The first Arts & Business East Awards took place last week at the Theatre Royal in Bury St Edmunds. David Butcher and I had a most enjoyable evening with several of our coporate sponsors and supporters, including Cambridge University Press, Savills, 'one' Railways, and Mills & Reeve. Our partnership with CUP was one of the featured collaborations, focusing on our tour to Brazil, Argentina and Uruguay last May. CUP has a large operation in South America, so there were excellent synergies in this relationship. We have great memories of that tour and Britten Sinfonia will be returning there in 2010.

The search for new corporate partnerships goes on, of course, and several new ones are on the verge of being sealed, particularly in that toughest of arts sponosrship markets, London.

We are playing tomorrow with Imogen Cooper in Norwich: Birtwistle, Prokofiev and Beethoven's 4th Piano Concerto. Call 01603 630000 for tickets.

John Bickley

Tuesday, 4 December 2007

BBC Radio 3: In Tune

Join Petroc Trelawny as he talks to David Butcher about Britten Sinfonia's fifteenth birthday on Monday's In Tune on BBC Radio 3. Jacqueline Shave, Joy Farrall and Huw Watkins perform extracts from Stravinsky's Soldier's Tale Suite. Fire up the BBC Radio Player, select Radio 3, scroll to In Tune, and click on Mon. Use the fast forward buttons to move to 1.15.00, where the package starts.

Monday, 3 December 2007

Imogen Cooper

Imogen Cooper is one the UK's most distinguished pianists, and our players love working with her. Following last year’s acclaimed performances of Beethoven’s first two keyboard concerti, we are now mid-tour with performances of the tranquil and serene fourth, coupled with works by Prokoviev and Birtwistle.

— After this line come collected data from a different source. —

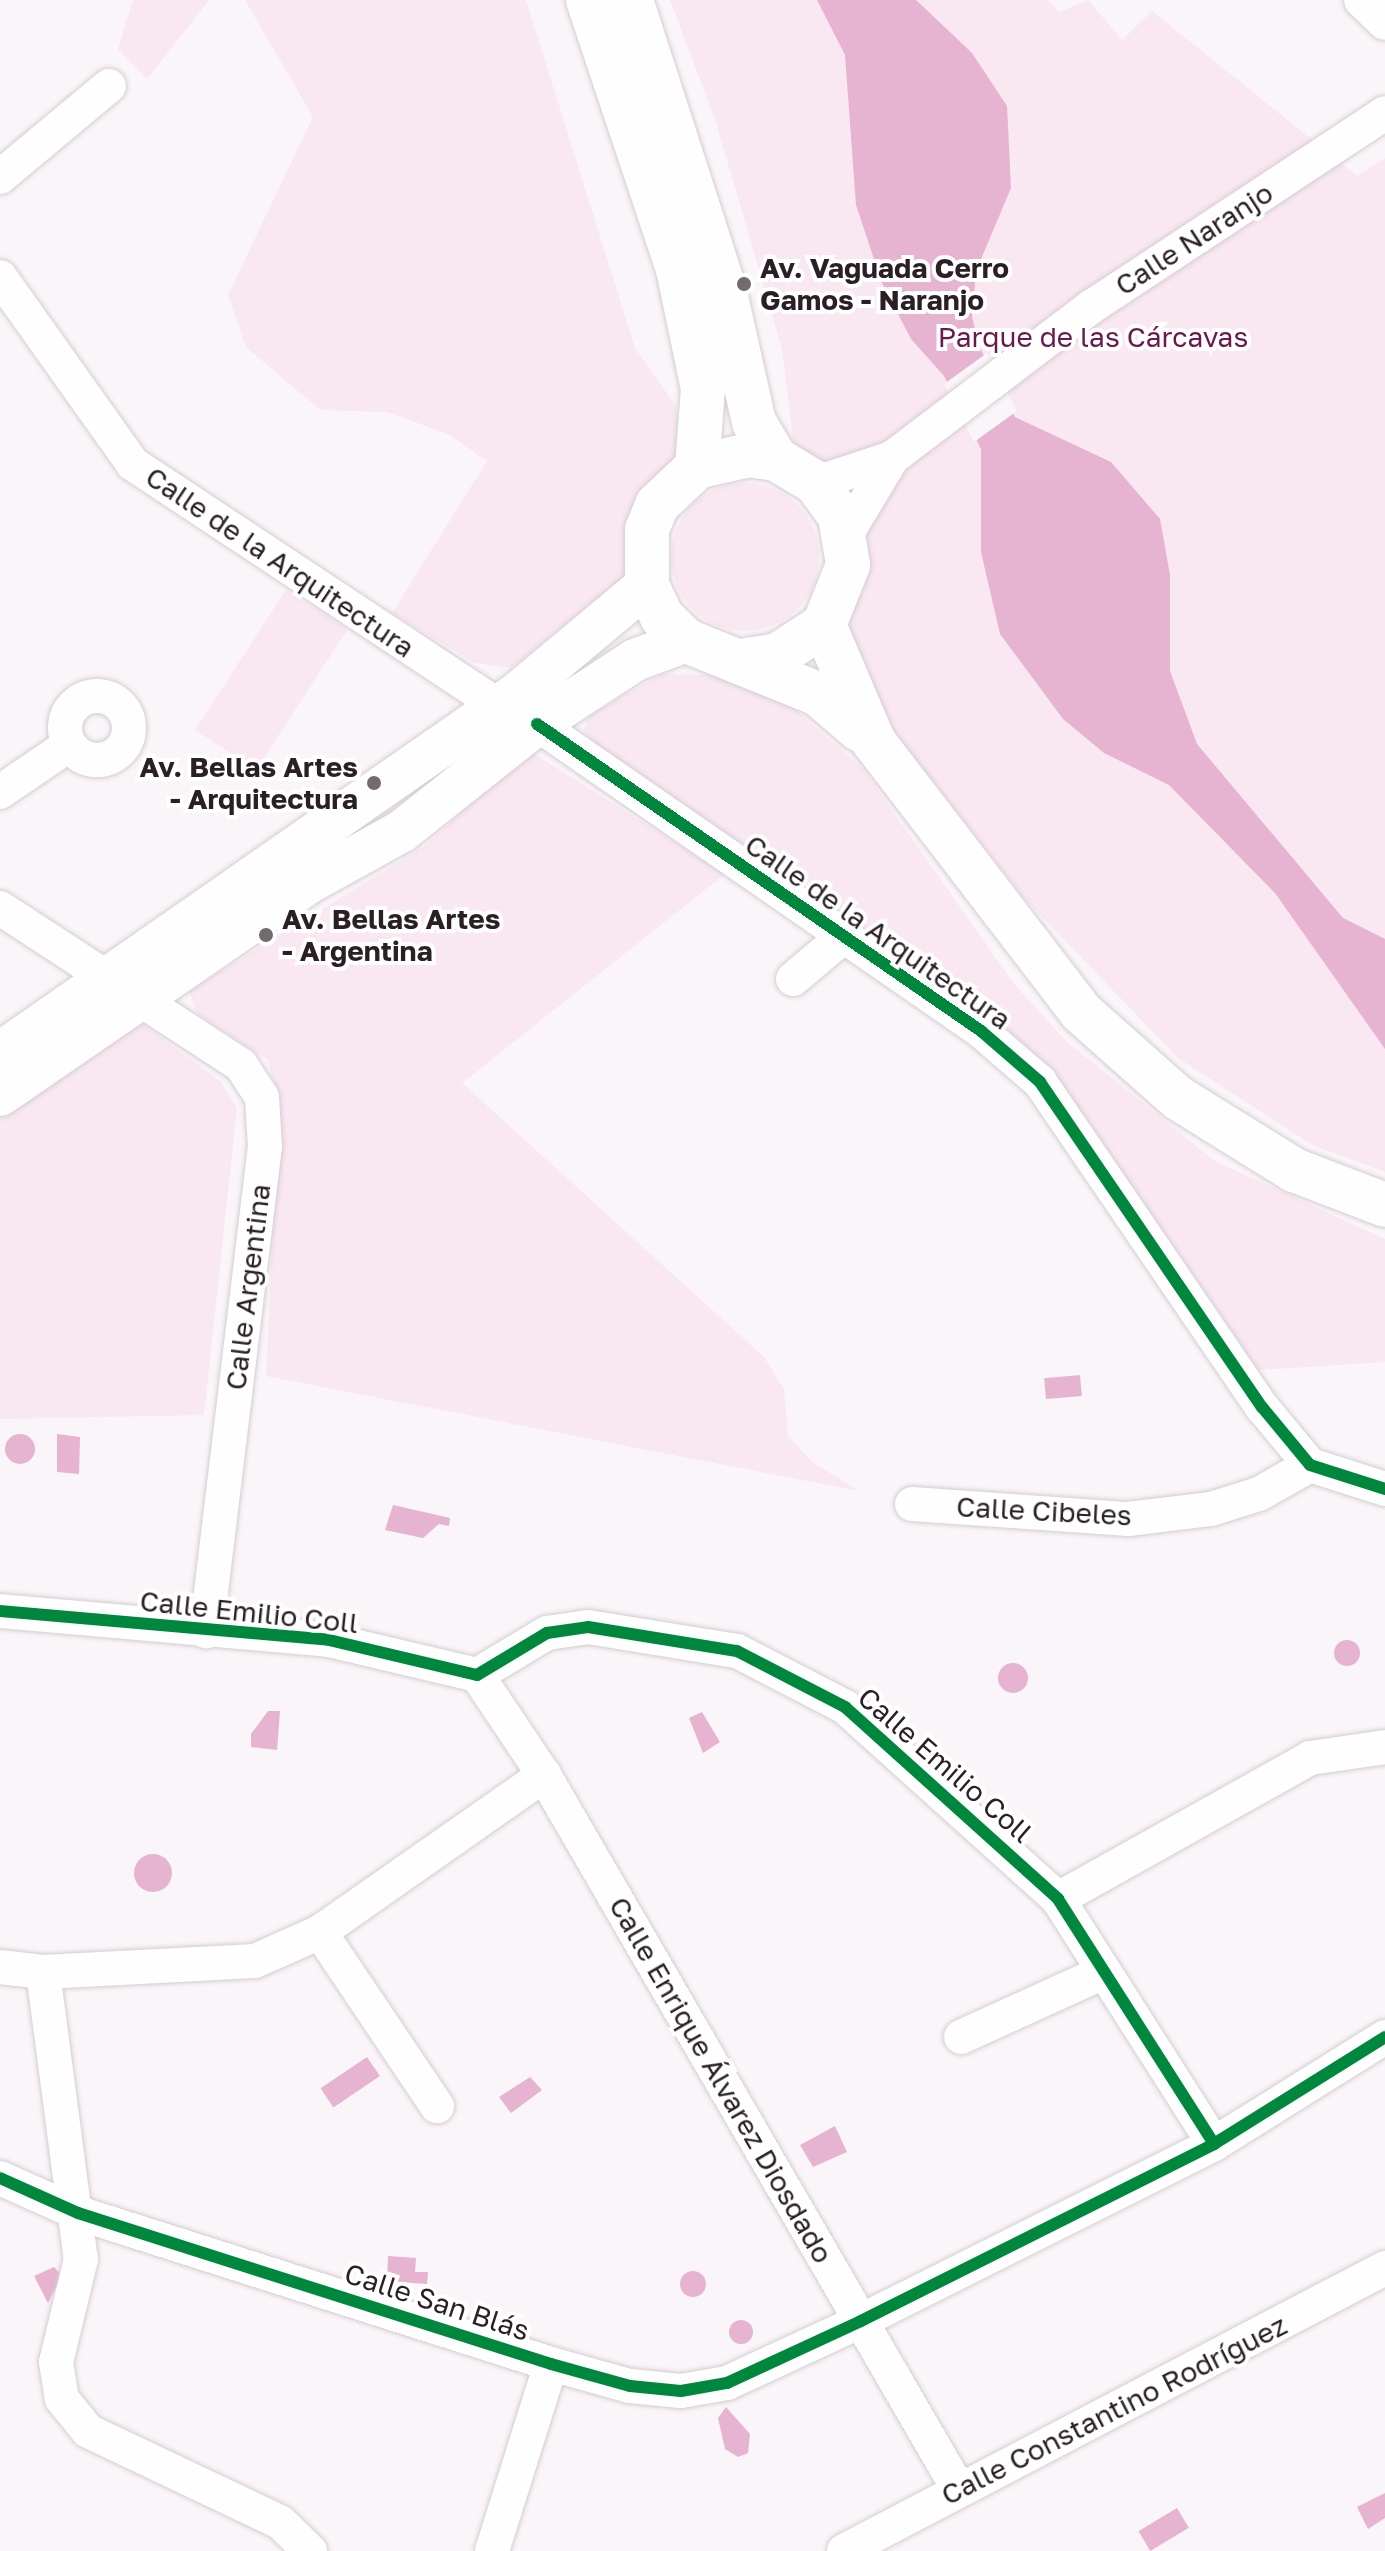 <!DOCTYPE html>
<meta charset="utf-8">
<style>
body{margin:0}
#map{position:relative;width:1385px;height:2551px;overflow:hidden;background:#faf5f8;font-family:"Golos Text",sans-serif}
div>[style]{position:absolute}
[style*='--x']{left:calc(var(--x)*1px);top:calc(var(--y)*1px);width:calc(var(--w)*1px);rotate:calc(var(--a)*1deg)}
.green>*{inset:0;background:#f9e7f1;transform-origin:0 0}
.round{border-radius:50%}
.water>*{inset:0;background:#e6b3d1;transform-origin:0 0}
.pier>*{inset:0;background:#faf5f8}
.roads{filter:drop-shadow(0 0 2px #d4cdd1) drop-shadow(0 0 2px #d4cdd1)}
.minor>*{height:34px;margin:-17px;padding:0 17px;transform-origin:17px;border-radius:17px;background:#fefefe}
.minor>.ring{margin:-17px;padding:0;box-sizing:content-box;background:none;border:34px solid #fefefe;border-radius:50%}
.tertiary>*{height:42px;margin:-21px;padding:0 21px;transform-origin:21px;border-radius:21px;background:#fefefe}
.secondary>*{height:44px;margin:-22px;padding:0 22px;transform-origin:22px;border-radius:22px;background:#fefefe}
.cycleway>*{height:12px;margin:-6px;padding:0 6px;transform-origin:6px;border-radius:6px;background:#00873e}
.dots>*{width:22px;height:22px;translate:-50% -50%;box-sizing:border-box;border:4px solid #fff;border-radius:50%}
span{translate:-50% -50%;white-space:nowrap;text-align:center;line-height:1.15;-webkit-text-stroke:8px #fff;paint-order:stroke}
.street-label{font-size:28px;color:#291f24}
.poi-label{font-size:28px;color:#291f24;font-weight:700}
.left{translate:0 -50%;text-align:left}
.right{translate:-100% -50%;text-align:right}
.park-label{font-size:28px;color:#6a194f}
</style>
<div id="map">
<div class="green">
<div style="clip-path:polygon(133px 0,209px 0,147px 79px,118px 49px)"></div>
<div style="clip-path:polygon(245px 0,526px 0,635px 348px,676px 406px,680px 465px,625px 576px,511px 668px,475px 663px,392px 613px,487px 461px,448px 434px,387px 412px,320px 410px,246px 347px,228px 295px,313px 117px)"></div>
<div style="clip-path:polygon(670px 0,1048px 0,1059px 12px,1088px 0,1122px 40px,1152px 11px,1357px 176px,1385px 158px,1385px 1172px,1312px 1145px,1178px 1058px,1023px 897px,826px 645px,864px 591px,867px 532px,794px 446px,782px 349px,715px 119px)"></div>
<div class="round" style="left:671px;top:483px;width:148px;height:148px"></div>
<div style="left:286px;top:590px;width:73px;height:167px;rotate:33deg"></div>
<div style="clip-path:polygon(662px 674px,721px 675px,795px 709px,863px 769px,1014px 984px,1067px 1042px,1215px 1161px,1385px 1239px,1385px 1362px,1258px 1370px,1050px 1067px,929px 971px,597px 746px,584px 730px,590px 715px)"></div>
<div style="clip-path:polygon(528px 750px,725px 874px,462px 1083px,764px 1357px,784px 1389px,788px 1436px,812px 1462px,859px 1491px,266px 1376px,279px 1100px,267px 1059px,197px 1014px,189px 991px,425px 846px)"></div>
<div style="clip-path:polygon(137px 1020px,220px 1081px,237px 1108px,204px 1415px,0 1419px,0 1116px)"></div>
</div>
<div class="water">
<div style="clip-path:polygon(817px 0,916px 0,972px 53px,1007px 106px,1011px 188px,976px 271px,972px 317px,980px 348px,1015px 417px,1111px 462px,1160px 519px,1170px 575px,1170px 671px,1197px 744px,1343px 918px,1385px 939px,1385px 1049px,1275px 893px,1169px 785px,1104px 753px,1063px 719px,1000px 634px,981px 552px,981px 449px,944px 376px,911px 339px,882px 283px,856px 205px,845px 55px)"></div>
<div style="left:1080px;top:1375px;width:21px;height:36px;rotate:85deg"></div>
<div style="clip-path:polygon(57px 1434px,80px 1437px,79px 1474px,57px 1472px)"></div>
<div class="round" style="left:5px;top:1434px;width:30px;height:30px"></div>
<div style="clip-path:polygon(393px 1505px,450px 1518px,449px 1526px,439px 1524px,423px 1538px,385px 1530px)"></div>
<div class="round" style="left:1334px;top:1640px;width:26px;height:26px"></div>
<div class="round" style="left:998px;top:1663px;width:30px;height:30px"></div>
<div style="clip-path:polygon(268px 1711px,280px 1711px,277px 1750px,251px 1747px,251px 1734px)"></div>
<div style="clip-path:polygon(702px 1712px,720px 1742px,703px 1753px,689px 1718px)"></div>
<div class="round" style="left:134px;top:1854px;width:38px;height:38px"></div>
<div style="left:367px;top:2057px;width:23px;height:56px;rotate:56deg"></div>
<div style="clip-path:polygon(530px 2077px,542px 2090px,511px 2113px,499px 2097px)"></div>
<div style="clip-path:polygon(835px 2126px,847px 2152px,813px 2167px,800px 2145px)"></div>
<div style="clip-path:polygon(388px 2256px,416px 2258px,415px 2272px,428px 2272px,427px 2284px,387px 2281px)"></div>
<div style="clip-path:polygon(54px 2267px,62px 2276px,48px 2303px,34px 2276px)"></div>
<div class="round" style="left:680px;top:2271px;width:26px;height:26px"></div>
<div class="round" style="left:729px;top:2320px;width:24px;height:24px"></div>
<div style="clip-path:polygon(726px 2407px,750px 2434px,748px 2453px,738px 2457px,725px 2449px,718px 2418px)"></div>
<div style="clip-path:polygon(1385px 2493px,1385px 2518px,1368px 2529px,1357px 2507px)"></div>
<div style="left:1177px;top:2508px;width:23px;height:45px;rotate:59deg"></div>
</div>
<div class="pier">
<div style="clip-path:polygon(987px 353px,1017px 411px,974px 442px,944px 384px)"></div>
</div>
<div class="roads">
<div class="minor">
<div style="--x:1361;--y:0;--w:33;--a:44"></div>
<div style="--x:0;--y:177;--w:142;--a:-39.9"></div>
<div style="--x:0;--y:277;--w:229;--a:54.6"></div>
<div style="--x:133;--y:464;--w:439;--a:33.5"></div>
<div style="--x:816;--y:483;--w:80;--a:-18.2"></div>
<div style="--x:892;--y:458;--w:250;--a:-37.2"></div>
<div style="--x:1091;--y:307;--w:352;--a:-33.4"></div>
<div style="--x:846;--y:535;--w:90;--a:-59.1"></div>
<div class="ring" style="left:65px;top:696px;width:30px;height:30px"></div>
<div style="--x:537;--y:724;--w:540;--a:34.66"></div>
<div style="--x:981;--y:1031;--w:78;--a:40.8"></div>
<div style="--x:1040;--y:1082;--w:394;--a:55.7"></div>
<div style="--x:1262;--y:1407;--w:75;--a:50.4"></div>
<div style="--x:1310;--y:1465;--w:79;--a:17.7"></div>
<div style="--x:0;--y:792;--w:83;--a:-34.3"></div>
<div style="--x:0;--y:908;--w:288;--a:33.1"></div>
<div style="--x:241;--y:1065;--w:38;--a:57"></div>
<div style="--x:262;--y:1097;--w:49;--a:86.5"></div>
<div style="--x:265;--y:1146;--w:489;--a:96.9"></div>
<div style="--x:793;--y:979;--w:67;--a:-40.1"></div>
<div style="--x:912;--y:1504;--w:217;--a:4"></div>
<div style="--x:1128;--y:1519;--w:84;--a:-6.9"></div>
<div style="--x:1211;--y:1509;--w:50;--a:-17.4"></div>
<div style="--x:1259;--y:1494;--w:59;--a:-29.6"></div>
<div style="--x:0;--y:1611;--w:330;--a:5"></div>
<div style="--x:329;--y:1640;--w:152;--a:13.3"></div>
<div style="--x:477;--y:1675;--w:82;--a:-31"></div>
<div style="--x:547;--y:1633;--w:41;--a:-8.3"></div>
<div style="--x:588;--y:1627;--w:151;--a:9.2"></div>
<div style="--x:737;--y:1651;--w:122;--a:27.4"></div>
<div style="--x:845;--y:1707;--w:287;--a:42"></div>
<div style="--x:1058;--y:1899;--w:290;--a:57.5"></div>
<div style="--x:477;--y:1675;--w:120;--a:56.2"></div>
<div style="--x:544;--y:1775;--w:827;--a:59.87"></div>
<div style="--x:1058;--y:1899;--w:289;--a:-29.2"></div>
<div style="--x:1310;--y:1758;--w:76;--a:-8.3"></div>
<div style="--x:320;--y:1932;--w:210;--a:56.1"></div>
<div style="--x:0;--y:1967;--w:43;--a:6.6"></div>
<div style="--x:43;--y:1972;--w:212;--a:-3"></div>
<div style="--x:255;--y:1961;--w:71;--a:-24"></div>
<div style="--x:320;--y:1932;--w:274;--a:-35"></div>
<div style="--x:43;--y:1972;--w:290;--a:82.5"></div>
<div style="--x:81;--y:2259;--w:106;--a:103.6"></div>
<div style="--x:56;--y:2362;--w:37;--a:81"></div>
<div style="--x:62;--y:2399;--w:41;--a:50.9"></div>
<div style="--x:88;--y:2431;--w:212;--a:25.4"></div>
<div style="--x:280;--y:2522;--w:42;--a:44"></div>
<div style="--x:961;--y:2037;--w:152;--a:-24.5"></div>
<div style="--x:0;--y:2178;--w:85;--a:24.2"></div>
<div style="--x:78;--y:2213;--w:497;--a:17.7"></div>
<div style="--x:551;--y:2364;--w:82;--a:15.6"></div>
<div style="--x:630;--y:2386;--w:51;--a:5.6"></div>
<div style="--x:681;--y:2391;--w:47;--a:-9.9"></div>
<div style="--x:727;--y:2383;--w:148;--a:-24.8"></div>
<div style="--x:861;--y:2321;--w:395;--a:-26.6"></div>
<div style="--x:1214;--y:2144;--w:202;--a:-32"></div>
<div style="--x:492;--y:2551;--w:196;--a:-72.5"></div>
<div style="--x:844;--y:2551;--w:611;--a:-27.61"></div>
</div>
<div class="tertiary">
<div style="--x:0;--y:1053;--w:632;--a:-34.82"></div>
<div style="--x:519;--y:692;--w:167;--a:-39.9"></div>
<div style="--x:0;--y:1095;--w:376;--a:-34.5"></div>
<div style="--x:310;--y:882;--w:105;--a:-29"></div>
<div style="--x:402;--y:831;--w:172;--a:-38.4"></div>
<div style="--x:537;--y:724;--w:117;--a:-33.1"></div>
<div style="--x:635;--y:660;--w:55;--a:-20.1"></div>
</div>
<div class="secondary">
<div style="--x:588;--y:0;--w:284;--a:71.5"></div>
<div style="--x:678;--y:269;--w:123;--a:78.2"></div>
<div style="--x:703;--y:389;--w:78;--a:94.4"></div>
<div style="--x:631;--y:0;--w:303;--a:72.1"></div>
<div style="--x:724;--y:288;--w:137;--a:77.4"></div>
<div style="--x:754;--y:422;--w:43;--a:59.3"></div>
<div style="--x:824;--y:625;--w:127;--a:66.9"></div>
<div style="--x:874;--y:742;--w:340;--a:52.5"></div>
<div style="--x:1081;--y:1012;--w:130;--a:41.6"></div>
<div style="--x:1178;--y:1098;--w:137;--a:31.8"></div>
<div style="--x:1294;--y:1170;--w:97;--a:21"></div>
<div style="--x:747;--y:660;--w:31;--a:-9"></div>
<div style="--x:778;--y:655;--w:55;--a:-33.1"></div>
<div style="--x:824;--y:625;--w:65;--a:-68.2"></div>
<div style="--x:848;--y:565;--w:50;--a:-99.3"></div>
<div style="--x:840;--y:516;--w:41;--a:-126"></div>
<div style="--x:816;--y:483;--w:47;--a:-149"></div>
<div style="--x:776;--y:459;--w:27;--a:-172"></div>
<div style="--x:749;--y:455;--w:53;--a:167"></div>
<div style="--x:697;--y:467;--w:55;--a:136.5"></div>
<div style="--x:657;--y:505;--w:27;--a:112"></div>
<div style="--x:647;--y:530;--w:55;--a:90"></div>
<div style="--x:647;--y:585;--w:35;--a:65"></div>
<div style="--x:662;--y:617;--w:35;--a:44"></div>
<div style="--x:687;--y:641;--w:141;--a:22"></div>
<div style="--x:818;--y:694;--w:55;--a:40.6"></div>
</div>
</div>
<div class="cycleway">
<div style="--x:537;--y:724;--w:540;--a:34.66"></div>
<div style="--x:981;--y:1031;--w:78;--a:40.8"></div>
<div style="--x:1040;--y:1082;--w:394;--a:55.7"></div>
<div style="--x:1262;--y:1407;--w:75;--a:50.4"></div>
<div style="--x:1310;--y:1465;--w:79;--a:17.7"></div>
<div style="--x:0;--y:1611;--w:330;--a:5"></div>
<div style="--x:329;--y:1640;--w:152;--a:13.3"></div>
<div style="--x:477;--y:1675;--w:82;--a:-31"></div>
<div style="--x:547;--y:1633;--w:41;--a:-8.3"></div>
<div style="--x:588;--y:1627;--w:151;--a:9.2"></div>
<div style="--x:737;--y:1651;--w:122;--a:27.4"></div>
<div style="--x:845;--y:1707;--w:287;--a:42"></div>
<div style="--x:1058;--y:1899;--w:290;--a:57.5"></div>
<div style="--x:0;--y:2178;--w:85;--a:24.2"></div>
<div style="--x:78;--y:2213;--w:497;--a:17.7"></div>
<div style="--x:551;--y:2364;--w:82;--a:15.6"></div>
<div style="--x:630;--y:2386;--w:51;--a:5.6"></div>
<div style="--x:681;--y:2391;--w:47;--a:-9.9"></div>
<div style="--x:727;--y:2383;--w:148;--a:-24.8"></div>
<div style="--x:861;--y:2321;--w:395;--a:-26.6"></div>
<div style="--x:1214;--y:2144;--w:202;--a:-32"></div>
</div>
<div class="dots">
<div style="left:744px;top:284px;background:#726a6e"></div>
<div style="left:374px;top:783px;background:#726a6e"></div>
<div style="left:266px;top:935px;background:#726a6e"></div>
</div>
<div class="street-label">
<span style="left:1194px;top:239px;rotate:-33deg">Calle Naranjo</span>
<span style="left:280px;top:562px;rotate:34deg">Calle de la Arquitectura</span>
<span style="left:878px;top:932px;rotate:35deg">Calle de la Arquitectura</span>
<span style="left:248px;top:1287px;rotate:-83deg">Calle Argentina</span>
<span style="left:1044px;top:1511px;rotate:3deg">Calle Cibeles</span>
<span style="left:249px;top:1612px;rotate:6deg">Calle Emilio Coll</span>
<span style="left:945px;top:1765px;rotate:41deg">Calle Emilio Coll</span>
<span style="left:721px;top:2080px;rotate:60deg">Calle Enrique Álvarez Diosdado</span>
<span style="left:437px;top:2302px;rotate:18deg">Calle San Blás</span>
<span style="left:1114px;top:2410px;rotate:-27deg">Calle Constantino Rodríguez</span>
</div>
<div class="poi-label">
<span class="left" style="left:760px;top:284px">Av. Vaguada Cerro<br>Gamos - Naranjo</span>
<span class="right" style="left:358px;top:783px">Av. Bellas Artes<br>- Arquitectura</span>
<span class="left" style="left:282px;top:935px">Av. Bellas Artes<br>- Argentina</span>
</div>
<div class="park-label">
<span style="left:1093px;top:337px">Parque de las Cárcavas</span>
</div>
</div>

In the words of Prokofiev, his Classical Symphony offers us an intriguing vision of a symphony ‘as Haydn might have written it, had he lived in our day’. Using 18th-century orchestral forces and borrowing Haydn’s formal structures (as well as his clarity and wit), Prokofiev produces a gem of a work that both charms and entertains. Completing this programme is Harrison Birtwistle’s tribute to the great J.S. Bach, Bach Measures.

The first concert at the Wiltshire Music Centre in Bradford on Avon last Friday was sold out. There are further performances in Dartington on Wednesday 5th, Norwich on Friday 7th, Cambridge on Saturday 8th, and at the Queen Elizabeth Hall in London on Monday 10th December.